# DATA TO PROCESS
=====
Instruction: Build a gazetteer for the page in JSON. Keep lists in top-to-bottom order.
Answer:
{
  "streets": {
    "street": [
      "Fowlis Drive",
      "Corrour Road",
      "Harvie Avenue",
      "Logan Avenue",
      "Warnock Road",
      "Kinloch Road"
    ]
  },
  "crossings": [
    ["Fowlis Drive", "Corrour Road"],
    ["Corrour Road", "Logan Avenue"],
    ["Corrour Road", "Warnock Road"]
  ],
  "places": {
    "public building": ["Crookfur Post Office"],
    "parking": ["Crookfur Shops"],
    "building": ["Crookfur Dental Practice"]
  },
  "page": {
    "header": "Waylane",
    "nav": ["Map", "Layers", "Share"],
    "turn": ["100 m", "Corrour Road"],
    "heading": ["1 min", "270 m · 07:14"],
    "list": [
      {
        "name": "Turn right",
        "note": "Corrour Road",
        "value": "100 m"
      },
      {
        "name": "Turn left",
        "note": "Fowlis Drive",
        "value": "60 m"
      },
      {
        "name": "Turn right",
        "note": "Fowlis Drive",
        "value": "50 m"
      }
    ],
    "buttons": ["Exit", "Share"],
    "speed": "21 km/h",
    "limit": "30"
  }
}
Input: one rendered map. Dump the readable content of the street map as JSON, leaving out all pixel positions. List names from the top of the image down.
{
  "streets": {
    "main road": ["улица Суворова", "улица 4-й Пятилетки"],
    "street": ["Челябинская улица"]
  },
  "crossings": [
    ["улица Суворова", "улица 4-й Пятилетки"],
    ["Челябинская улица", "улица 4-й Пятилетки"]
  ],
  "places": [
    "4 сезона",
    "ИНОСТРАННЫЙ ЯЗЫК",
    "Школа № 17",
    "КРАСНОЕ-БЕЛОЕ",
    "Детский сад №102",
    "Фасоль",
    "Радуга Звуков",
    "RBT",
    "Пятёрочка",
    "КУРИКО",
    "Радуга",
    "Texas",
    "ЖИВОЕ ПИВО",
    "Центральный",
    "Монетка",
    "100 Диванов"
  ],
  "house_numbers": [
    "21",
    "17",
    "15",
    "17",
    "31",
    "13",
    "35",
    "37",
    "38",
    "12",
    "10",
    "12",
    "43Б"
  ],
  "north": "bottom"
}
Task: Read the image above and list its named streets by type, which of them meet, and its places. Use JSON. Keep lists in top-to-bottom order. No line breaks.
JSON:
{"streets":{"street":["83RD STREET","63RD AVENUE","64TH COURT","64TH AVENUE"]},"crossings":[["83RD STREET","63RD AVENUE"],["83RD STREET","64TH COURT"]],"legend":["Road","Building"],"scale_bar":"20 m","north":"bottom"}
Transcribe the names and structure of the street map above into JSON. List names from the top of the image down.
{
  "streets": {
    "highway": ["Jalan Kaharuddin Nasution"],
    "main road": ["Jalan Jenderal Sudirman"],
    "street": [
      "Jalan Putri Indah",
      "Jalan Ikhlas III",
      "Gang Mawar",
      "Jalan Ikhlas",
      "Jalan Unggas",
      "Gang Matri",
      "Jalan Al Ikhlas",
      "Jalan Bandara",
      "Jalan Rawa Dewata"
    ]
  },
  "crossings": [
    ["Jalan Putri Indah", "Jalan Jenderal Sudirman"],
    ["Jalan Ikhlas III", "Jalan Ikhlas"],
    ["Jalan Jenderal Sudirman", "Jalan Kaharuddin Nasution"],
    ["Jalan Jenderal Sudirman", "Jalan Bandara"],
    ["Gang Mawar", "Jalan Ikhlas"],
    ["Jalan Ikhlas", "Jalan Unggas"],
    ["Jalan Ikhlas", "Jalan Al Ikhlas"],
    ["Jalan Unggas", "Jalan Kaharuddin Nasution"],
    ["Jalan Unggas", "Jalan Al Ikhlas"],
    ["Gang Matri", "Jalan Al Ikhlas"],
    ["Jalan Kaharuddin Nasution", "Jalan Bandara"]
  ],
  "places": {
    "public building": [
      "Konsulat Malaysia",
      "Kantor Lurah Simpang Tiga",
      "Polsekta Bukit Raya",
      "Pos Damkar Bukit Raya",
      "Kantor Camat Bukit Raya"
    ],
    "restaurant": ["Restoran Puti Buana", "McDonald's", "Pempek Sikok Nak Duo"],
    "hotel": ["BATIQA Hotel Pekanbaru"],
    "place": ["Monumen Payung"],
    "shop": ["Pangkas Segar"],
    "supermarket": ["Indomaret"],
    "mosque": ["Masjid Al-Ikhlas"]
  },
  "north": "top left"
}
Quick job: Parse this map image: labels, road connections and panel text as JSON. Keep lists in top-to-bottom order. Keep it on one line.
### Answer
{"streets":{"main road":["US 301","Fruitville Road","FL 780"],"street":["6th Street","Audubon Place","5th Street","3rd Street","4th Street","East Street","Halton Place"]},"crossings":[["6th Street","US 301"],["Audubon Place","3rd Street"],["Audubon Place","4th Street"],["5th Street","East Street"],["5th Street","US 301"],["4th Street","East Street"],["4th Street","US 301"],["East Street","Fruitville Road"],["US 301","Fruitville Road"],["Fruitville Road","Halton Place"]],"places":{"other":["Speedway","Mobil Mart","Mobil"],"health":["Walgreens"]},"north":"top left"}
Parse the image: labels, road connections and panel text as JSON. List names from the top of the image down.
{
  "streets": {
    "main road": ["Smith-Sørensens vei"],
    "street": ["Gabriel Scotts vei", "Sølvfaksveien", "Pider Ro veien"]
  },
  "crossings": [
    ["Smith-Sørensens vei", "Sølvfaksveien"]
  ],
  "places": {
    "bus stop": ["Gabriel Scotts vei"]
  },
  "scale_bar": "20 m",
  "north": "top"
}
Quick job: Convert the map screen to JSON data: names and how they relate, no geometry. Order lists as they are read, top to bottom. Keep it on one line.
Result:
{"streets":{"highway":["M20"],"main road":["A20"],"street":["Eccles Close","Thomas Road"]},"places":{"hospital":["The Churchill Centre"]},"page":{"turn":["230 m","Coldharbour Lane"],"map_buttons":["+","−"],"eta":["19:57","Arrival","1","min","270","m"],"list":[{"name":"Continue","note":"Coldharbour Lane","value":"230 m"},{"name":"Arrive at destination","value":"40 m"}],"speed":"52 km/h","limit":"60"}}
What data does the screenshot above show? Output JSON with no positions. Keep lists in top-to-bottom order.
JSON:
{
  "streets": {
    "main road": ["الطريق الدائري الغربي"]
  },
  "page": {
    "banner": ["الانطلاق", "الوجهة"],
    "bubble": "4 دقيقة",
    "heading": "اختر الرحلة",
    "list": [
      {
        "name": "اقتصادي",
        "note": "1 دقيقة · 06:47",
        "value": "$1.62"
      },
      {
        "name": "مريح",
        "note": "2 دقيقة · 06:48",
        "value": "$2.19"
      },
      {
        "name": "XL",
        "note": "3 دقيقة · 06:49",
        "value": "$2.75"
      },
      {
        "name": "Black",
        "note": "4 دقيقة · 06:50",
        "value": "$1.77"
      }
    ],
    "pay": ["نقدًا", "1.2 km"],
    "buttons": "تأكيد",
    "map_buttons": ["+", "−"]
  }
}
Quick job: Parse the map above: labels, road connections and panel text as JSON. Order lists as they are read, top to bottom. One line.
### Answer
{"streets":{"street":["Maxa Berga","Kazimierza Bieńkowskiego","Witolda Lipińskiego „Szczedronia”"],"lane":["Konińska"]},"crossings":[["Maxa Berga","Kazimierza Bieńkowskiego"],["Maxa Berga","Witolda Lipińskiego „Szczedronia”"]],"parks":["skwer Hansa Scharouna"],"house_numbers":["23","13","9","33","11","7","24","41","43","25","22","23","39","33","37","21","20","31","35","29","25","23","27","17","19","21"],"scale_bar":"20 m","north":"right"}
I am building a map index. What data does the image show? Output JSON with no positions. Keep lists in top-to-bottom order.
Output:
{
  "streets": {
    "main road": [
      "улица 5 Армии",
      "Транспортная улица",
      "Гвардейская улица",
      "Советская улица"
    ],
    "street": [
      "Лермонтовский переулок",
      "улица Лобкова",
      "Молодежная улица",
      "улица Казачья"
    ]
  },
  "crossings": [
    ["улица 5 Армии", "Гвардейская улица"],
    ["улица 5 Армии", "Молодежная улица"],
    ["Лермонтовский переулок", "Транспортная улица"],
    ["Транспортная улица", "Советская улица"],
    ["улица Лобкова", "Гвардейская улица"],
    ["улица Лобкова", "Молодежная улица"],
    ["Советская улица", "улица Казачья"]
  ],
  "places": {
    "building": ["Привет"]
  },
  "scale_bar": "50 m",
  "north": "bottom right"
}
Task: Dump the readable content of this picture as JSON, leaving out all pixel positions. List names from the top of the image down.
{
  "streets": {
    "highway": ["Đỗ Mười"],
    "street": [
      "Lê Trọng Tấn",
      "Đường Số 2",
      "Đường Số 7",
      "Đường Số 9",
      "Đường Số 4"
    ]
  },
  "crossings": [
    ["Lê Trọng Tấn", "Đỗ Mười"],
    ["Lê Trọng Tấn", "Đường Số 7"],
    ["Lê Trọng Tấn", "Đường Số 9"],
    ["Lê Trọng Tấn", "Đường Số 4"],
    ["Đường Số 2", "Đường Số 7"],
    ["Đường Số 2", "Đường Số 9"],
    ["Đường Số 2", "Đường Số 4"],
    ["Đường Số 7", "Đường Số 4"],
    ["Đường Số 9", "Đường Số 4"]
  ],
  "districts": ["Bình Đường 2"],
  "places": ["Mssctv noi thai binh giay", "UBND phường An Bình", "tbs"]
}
=====
# ACTIVITY
Wherever a line in the data above holds the word "they", copy that line.

# EXERCISE OUTPUT
Quick job: Convert the map screen to JSON data: names and how they relate, no geometry. Order lists as they are read, top to bottom. Keep it on one line.
Quick job: Parse the map above: labels, road connections and panel text as JSON. Order lists as they are read, top to bottom. One line.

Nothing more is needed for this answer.